_Exercise objective_. While reading through the material below, copy each line that holds the word "from".

_Provided data_.
☆ ☆ ☆ ☆

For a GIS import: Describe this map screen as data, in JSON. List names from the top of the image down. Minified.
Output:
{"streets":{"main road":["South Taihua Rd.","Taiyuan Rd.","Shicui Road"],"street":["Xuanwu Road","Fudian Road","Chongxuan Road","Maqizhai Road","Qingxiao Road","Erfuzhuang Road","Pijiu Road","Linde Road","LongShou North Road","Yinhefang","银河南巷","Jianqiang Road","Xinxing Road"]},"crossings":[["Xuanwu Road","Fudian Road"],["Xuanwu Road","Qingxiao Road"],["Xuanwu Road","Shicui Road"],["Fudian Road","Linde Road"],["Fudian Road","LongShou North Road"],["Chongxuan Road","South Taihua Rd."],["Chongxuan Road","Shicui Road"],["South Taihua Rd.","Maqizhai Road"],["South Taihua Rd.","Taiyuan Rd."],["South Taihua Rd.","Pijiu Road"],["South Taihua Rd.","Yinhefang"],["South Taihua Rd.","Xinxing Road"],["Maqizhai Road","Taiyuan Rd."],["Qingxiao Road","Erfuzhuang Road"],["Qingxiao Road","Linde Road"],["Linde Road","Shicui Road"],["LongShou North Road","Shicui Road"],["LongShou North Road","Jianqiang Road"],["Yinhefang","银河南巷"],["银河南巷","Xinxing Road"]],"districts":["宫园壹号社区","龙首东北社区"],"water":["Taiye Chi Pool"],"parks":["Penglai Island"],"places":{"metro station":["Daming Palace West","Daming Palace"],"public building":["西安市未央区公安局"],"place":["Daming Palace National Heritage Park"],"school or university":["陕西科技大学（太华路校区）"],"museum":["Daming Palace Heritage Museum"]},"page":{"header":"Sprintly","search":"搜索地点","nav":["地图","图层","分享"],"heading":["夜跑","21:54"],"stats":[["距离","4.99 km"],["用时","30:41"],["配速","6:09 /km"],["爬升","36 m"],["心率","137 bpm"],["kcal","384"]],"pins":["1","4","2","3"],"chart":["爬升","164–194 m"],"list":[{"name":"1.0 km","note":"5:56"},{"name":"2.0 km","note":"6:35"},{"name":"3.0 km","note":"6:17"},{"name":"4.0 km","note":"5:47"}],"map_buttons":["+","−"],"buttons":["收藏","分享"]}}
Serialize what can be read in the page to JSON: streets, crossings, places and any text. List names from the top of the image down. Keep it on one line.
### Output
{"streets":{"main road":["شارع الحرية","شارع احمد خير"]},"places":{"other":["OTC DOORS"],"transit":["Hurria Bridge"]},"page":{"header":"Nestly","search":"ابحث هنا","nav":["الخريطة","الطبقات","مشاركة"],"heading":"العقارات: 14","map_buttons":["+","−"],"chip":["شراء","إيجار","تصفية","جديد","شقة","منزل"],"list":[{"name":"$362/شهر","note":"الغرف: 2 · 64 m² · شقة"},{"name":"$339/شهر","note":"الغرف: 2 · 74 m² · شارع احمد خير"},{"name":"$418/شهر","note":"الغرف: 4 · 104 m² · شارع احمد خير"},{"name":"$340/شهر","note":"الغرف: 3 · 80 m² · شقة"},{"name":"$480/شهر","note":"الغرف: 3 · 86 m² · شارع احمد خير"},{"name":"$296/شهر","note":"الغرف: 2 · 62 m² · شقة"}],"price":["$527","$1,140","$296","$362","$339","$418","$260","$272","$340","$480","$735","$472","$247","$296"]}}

☆ ☆ ☆ ☆

_Output for this exercise_.
For a GIS import: Describe this map screen as data, in JSON. List names from the top of the image down. Minified.
Serialize what can be read in the page to JSON: streets, crossings, places and any text. List names from the top of the image down. Keep it on one line.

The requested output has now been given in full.